Data excerpts
------------------------
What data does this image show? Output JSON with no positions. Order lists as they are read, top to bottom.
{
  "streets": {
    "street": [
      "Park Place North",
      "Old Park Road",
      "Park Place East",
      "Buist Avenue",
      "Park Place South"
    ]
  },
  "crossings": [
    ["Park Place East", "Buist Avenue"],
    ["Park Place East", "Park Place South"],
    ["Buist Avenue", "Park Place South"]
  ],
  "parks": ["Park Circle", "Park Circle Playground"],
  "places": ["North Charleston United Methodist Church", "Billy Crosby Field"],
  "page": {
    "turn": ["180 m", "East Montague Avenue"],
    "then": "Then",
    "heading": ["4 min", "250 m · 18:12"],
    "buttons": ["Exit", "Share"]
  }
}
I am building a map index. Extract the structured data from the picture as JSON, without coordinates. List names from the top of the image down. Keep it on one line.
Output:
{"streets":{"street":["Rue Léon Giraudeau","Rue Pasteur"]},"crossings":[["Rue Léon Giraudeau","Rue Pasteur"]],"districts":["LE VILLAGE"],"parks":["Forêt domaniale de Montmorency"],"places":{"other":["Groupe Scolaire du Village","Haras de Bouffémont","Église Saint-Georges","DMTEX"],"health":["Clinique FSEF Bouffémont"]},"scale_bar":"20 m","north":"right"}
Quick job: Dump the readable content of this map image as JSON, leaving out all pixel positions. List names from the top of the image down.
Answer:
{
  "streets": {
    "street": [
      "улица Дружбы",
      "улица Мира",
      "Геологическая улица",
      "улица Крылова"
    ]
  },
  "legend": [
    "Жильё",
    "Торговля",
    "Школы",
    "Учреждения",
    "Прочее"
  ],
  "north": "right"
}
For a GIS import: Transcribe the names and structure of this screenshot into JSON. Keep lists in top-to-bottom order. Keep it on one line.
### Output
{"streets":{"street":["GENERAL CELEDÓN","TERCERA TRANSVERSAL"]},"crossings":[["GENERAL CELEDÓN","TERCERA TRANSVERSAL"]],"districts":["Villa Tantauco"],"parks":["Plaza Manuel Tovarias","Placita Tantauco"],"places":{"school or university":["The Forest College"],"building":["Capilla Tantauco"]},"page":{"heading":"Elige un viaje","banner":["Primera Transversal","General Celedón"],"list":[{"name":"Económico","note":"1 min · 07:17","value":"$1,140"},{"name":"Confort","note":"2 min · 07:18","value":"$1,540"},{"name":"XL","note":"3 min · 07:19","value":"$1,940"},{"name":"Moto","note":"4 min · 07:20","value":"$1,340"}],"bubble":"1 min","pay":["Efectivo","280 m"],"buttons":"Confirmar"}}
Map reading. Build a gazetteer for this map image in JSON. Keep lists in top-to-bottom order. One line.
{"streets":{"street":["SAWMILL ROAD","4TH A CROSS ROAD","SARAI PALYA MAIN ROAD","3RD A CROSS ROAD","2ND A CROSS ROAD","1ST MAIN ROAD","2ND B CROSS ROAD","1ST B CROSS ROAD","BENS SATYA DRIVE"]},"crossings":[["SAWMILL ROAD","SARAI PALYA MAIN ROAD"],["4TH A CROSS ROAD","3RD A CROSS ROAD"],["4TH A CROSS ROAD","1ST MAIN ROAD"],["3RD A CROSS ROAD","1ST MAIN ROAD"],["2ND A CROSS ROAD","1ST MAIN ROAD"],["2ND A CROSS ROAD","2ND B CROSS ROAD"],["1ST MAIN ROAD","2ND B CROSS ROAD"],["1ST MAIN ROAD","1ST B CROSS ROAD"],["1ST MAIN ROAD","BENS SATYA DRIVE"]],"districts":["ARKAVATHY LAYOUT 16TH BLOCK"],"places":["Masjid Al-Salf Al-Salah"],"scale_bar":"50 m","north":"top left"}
------------------------
## INSTRUCTIONS TO FOLLOW
Each line above that includes "from" counts once; state the total and nothing more.

## RESPONSE TO THE EXERCISE
2